Technical Data
ARCHITECTS/AUTHORS:
MEDIO MUNDO Arquitectos. Marta Pelegrín + Fernando Pérez.
PROJECT:
Pino Montano Community and Social Services Centre (Seville)
PROGRAMME:
Community and Social Services Centre
LOCATION:
Seville
DATE OF COMPETITION:
2010
CATEGORY:
Community and Social Services
AREA:
1.400 m2
DEVELOPER:
Empresa Municipal de la Vivienda de Sevilla (EMVISESA – Seville Municipal Social Housing Company)
ADVISORS:
TEDECOIng
COLLABORATORS:
Orizia, A. Babío
Seville Town Hall launched an architectural competition in 2010 to design a community and social services centre in the Pino Montano suburb of Seville. The location of plot itself was in a virtual no man’s land in a suburban area for which future development is as yet undecided.
When taking part MEDIOMUNDO arquitectos proposed a free standing building set back from the road to create a space of transition with the urban/suburban surroundings. We designed the building to be hermetic while incorporating openings that both look out onto the outside world and invite viewers to enter. Inside, the entrance and the staircase differentiate the common areas (auditorium and multipurpose area) and the offices for social services. The project highlights the importance of the common areas being clearly defined, while the multifunctional areas and offices are flexible and interchangeable.

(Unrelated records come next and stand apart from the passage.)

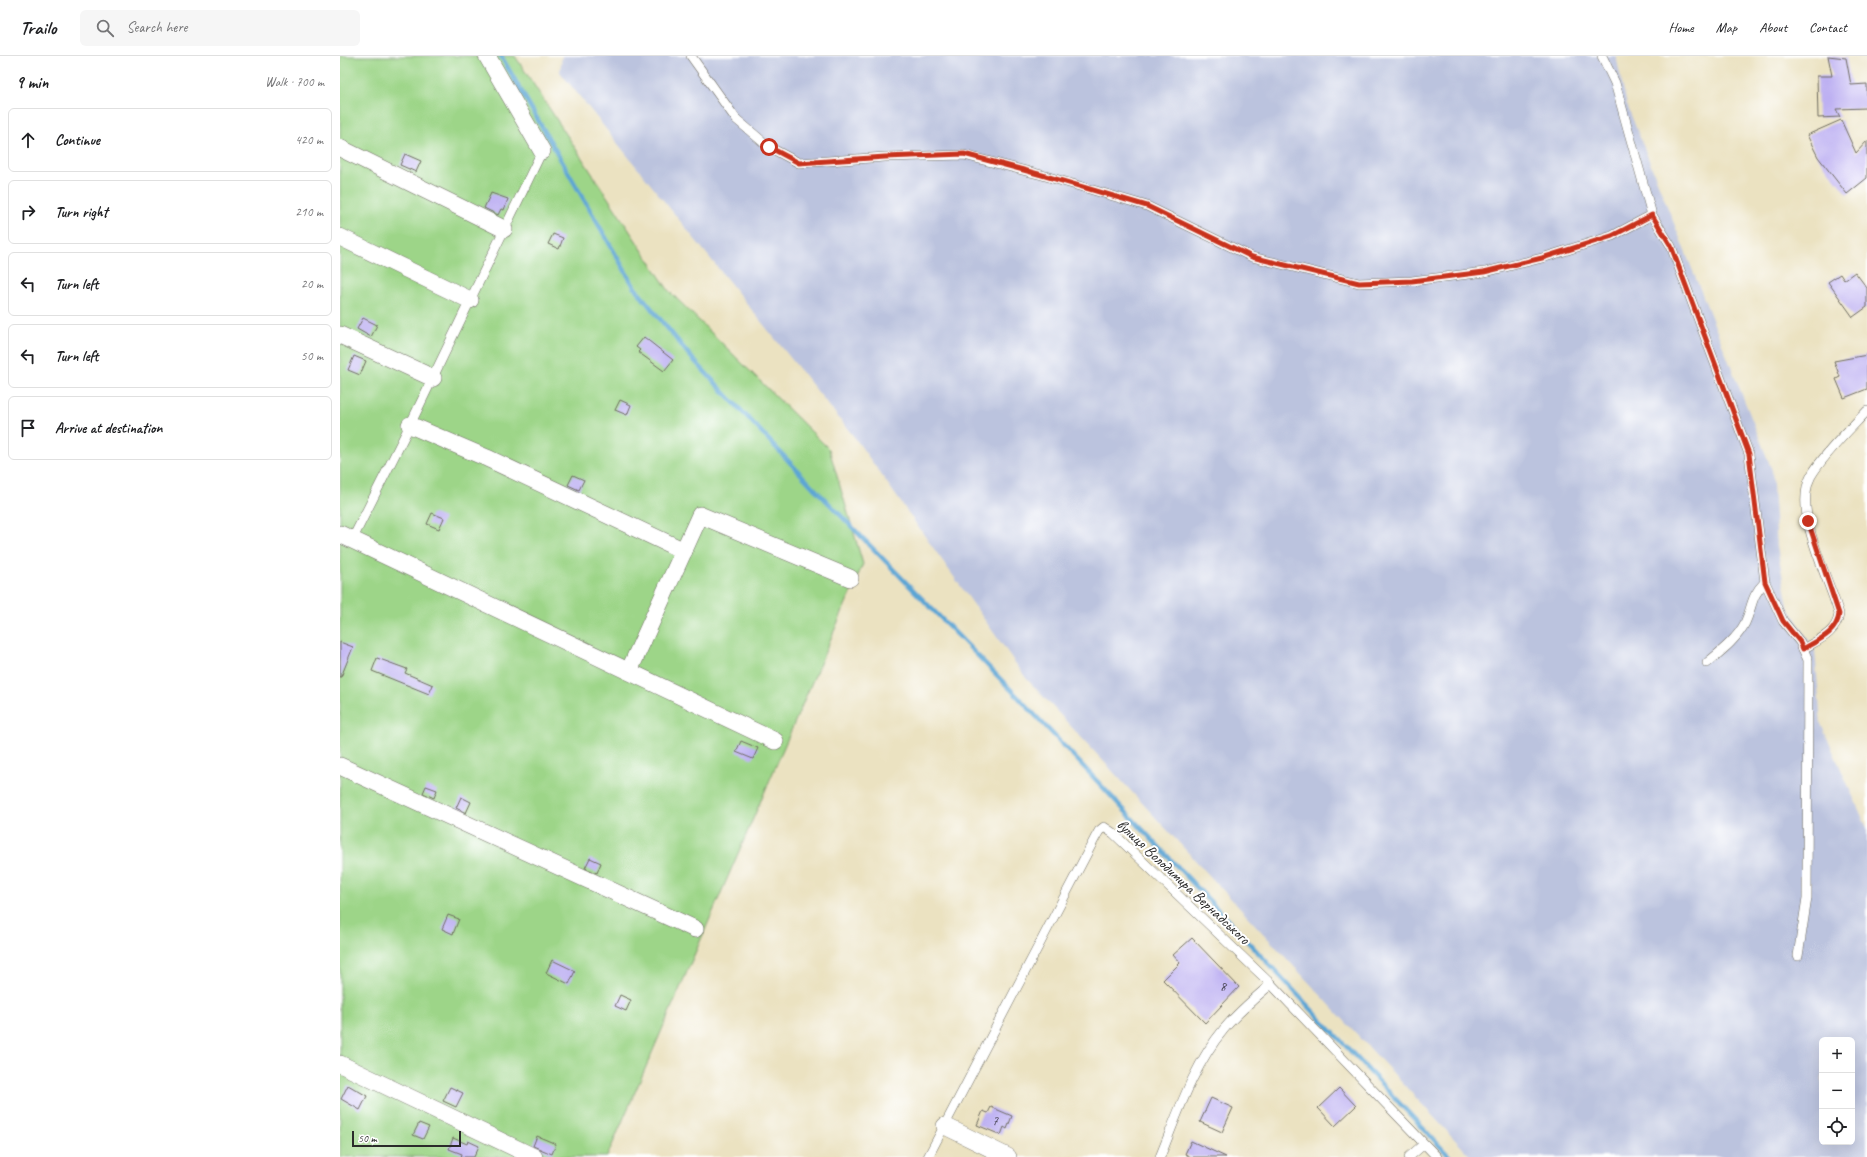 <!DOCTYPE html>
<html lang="en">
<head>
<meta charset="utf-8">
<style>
  :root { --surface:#fff; --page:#f6f6f6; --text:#202124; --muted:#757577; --line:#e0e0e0 }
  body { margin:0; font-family:Caveat,sans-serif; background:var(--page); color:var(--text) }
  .controls { position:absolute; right:12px; bottom:12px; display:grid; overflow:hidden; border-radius:6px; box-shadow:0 4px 16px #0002 }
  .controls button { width:36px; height:36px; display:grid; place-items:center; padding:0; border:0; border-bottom:1px solid var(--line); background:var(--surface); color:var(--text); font:20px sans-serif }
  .scale { position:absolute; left:12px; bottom:10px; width:109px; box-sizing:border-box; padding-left:4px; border:2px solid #2b2b2b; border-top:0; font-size:11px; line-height:14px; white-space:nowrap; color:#2b2b2b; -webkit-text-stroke:3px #fff; paint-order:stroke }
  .stop { position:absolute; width:12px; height:12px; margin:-9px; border:3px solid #c8321e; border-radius:50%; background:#fff }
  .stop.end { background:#c8321e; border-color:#fff; box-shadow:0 1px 4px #0008 }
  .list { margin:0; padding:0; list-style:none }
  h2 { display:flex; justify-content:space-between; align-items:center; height:52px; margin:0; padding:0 16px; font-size:17px }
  h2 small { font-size:13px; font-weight:400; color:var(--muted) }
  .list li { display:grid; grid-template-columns:26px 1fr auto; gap:12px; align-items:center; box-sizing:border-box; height:64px; margin:0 8px 8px; padding:0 8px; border:1px solid var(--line); border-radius:6px }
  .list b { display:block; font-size:15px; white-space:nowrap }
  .list em { font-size:13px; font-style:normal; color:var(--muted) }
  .icon { flex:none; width:22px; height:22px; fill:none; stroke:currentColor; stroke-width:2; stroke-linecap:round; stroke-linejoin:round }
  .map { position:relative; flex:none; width:1527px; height:1101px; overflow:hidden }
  header { display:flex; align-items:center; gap:24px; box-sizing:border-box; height:56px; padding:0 20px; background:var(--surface); border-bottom:1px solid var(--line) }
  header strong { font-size:19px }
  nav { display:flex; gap:22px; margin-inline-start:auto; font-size:14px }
  .search { width:280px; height:36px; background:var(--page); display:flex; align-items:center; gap:10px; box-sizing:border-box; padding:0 14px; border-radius:6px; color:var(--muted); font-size:15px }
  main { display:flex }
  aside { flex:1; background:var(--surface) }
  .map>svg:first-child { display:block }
  .industrial { fill:#bbc3de; fill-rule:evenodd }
  .green { fill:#9dd588; stroke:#64805a }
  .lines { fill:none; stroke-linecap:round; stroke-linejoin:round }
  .stream { stroke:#5ca5d4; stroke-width:4.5 }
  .building { fill:#bdb0f2 }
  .lane-casing { stroke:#6e6b60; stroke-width:10 }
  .street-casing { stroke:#6e6b60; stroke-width:18 }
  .lane { stroke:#fff; stroke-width:9 }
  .street { stroke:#fff; stroke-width:17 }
  .route { stroke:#c8321e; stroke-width:5 }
  .labels { text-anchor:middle; stroke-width:4; stroke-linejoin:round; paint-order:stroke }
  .number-label { font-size:14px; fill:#504c5d }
  .street-label { font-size:16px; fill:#2b2b2b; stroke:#fff }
</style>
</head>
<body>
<header>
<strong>Trailo</strong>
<div class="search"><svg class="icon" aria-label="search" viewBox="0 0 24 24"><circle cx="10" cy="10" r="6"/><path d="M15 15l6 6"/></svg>Search here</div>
<nav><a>Home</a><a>Map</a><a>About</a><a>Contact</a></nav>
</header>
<main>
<aside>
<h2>9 min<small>Walk · 700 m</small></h2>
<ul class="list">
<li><svg class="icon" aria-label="ahead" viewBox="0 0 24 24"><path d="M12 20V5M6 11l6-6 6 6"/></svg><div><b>Continue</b></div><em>420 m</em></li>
<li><svg class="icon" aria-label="right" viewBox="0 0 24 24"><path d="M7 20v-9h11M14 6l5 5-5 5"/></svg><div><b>Turn right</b></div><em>210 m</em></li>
<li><svg class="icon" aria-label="left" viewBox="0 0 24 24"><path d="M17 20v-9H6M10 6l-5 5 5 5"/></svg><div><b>Turn left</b></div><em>20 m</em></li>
<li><svg class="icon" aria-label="left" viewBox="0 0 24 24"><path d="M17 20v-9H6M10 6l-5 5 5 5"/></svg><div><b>Turn left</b></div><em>50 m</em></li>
<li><svg class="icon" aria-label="arrive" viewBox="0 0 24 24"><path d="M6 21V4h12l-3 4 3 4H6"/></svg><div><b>Arrive at destination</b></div></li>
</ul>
</aside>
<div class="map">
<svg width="1527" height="1101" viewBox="0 0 1527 1101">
  <rect width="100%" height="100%" fill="#fff"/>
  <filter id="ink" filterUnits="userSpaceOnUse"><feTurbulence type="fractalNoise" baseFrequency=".025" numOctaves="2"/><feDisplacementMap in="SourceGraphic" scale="8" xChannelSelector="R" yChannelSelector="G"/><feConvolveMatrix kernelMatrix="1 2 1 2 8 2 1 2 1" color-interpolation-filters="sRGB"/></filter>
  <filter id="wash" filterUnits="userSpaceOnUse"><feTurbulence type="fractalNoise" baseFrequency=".012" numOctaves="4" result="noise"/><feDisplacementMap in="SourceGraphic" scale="16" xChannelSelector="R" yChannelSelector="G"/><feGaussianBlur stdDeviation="0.9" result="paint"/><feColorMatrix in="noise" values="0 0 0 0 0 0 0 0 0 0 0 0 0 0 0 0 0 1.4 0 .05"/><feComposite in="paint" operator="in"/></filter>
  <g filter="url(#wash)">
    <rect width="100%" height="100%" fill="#ebe2c1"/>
    <!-- industrial -->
    <path class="industrial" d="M222,0H1276L1287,49L1432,414L1437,491L1448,550L1475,595L1481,668L1527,772V1101H1131L686,622L515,382L220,16ZM1482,984H1512V1086H1482Z"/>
    <!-- green -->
    <polygon class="green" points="0,0 175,0 329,235 489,393 523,508 267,1101 0,1101"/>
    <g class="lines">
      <!-- stream -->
      <polyline class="stream" points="161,0 295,232 350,300 472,430 679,642 1110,1101"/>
    </g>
    <g id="blocks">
      <!-- building -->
      <g class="building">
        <polygon points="1488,0 1506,2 1511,29 1527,28 1527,52 1496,53 1500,61 1478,62 1477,20 1492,20"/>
        <polygon points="1501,64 1516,97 1527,85 1527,122 1507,138 1478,101 1467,79"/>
        <polygon points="65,98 81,105 76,116 60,109"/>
        <polygon points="151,137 168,143 164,154 161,153 158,159 144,152"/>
        <polygon points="213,178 223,182 219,193 208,188"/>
        <polygon points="1515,216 1527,232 1527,251 1513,261 1488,226 1500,218 1504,224"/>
        <polygon points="23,262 37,269 31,281 17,273"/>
        <polygon points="304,281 333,304 324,315 298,296 300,294 296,291"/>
        <polygon points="1527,299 1527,333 1504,342 1496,323 1500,321 1494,305"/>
        <polygon points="14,300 26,305 20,319 8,314"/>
        <polygon points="280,344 291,349 287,359 275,354"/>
        <polygon points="233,419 244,424 239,434 228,429"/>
        <polygon points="92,457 104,462 99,473 87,468"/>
        <polygon points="0,586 13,591 1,621 0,621"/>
        <polygon points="37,602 67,613 65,617 93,629 89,638 32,615"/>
        <polygon points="401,685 418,692 413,703 396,696"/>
        <polygon points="86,730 97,734 94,742 83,737"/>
        <polygon points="121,741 131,746 126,757 116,752"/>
        <polygon points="250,802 261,807 257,817 245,812"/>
        <polygon points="108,859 119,863 113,878 102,873"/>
        <polygon points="852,882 899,931 865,967 823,924 840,907 833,899"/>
        <polygon points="212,904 235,915 229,928 206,917"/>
        <polygon points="280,939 291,944 286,955 275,950"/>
        <polygon points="8,1029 27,1040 20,1054 1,1043"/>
        <polygon points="110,1031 123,1037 116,1051 103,1045"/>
        <polygon points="999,1032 1016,1050 995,1070 978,1052"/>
        <polygon points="871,1042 893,1052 882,1076 860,1066"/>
        <polygon points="651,1051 672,1060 667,1073 664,1071 661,1079 637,1069 643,1055 648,1057"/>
        <polygon points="79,1067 89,1071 83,1083 73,1079"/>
        <polygon points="197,1080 216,1088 212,1098 193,1090"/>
        <polygon points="113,1082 127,1088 128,1085 139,1090 134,1101 121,1101 122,1098 109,1093"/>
        <polygon points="851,1085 886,1101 851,1101 845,1098"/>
      </g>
    </g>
  </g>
  <g filter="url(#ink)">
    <use href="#blocks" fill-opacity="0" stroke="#6e6b60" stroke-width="1"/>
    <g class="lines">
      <defs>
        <g id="lane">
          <polyline points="351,0 396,63 429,91 459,107 545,101 624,99 702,119 807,150 912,201 1019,227 1072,225 1145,216 1202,202 1272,180 1312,159"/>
          <polyline points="1262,0 1275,27 1312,159 1331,190 1409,398 1425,526 1443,565 1460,586 1468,604 1467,842 1458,900"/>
          <polyline points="12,484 70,369 202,95"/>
          <path d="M1463,593C1478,584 1497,577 1499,558C1489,521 1452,456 1471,420C1483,399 1510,373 1527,355"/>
          <path d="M1367,607C1380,596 1397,583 1405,567C1413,550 1410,541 1425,526"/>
          <polyline points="588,1101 755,782 759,775 764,771 773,777 931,928 1097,1101"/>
          <path d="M820,1101C838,1057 853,1010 884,973C898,956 915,942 931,928"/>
          <polyline points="1069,1101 1084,1088"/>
        </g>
        <g id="street">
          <polyline points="147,0 202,95"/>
          <polyline points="0,92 164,173"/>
          <polyline points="0,181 130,244"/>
          <polyline points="0,279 93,322"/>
          <polyline points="70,369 147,402 344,495"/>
          <polyline points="0,478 435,685"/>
          <polyline points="289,615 360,459 510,522"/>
          <polyline points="0,710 355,873"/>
          <polyline points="0,1008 194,1101"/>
          <polyline points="605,1070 668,1101"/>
        </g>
      </defs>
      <!-- lane casing -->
      <use href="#lane" class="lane-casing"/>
      <!-- street casing -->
      <use href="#street" class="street-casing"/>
      <!-- lane -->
      <use href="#lane" class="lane"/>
      <!-- street -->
      <use href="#street" class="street"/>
    </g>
  </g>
  <g class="lines" filter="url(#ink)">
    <!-- route -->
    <path class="route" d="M429,91L459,107L545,101L624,98L702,119L807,150L912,201L1019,227L1072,225L1144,216L1202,202L1272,180L1312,159L1331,190L1409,398L1425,526L1443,565L1460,586L1463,593C1478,584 1497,577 1499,558L1468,465"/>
  </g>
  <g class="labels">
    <!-- number labels -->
    <g class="number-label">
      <text x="883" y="935">8</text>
      <text x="655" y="1069">7</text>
    </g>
    <!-- street labels -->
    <g class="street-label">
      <text transform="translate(844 825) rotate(43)" y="6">вулиця Володимира Вернадського</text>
    </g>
  </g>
</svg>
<div class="controls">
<button>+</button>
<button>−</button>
<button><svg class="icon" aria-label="locate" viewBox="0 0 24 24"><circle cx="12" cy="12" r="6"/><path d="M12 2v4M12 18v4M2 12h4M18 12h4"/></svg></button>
</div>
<div class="scale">50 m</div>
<div class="stop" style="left:429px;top:91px"></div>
<div class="stop end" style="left:1468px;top:465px"></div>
</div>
</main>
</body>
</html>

At MEDIOMUNDO arquitectos we believe that all community centres are more than simple buildings. They are processes in which to express new forms of neighbourliness with people and nearby spaces, as well as with geographically and culturally distant others. Integral sustainability in architecture is a constructive, economic and social objective. The following text about neighbourhood by Okwui Enwezor, curator of the II Bienal Internacional de Arte Contemporáneo in Seville, is entitled The Unhomely and synthesises the singularity of this project:
“It takes up the shape of neighbourliness as a form of intimate and proximate relationship that is illuminated by the demands on neighbours of diverse social, political, economic, ethnic, racial, religious, and gendered communities. Neighbourliness is neither coercive nor antagonistic, even though it is now constantly threatened. One does not so much watch over or look after a neighbour, one watches a neighbour with an entirely new set of lenses. Yet the root sense of neighbourliness is that it is an expression of recognition, hospitality, friendship, solidarity. It is neither indifferent nor alienated from difference. Its principal domain is the intimate and proximate. It permits, organizes and makes possible a space of free exchange, debate, contestation, experiment, innovation, lively discourse at the level of collective sovereignty”.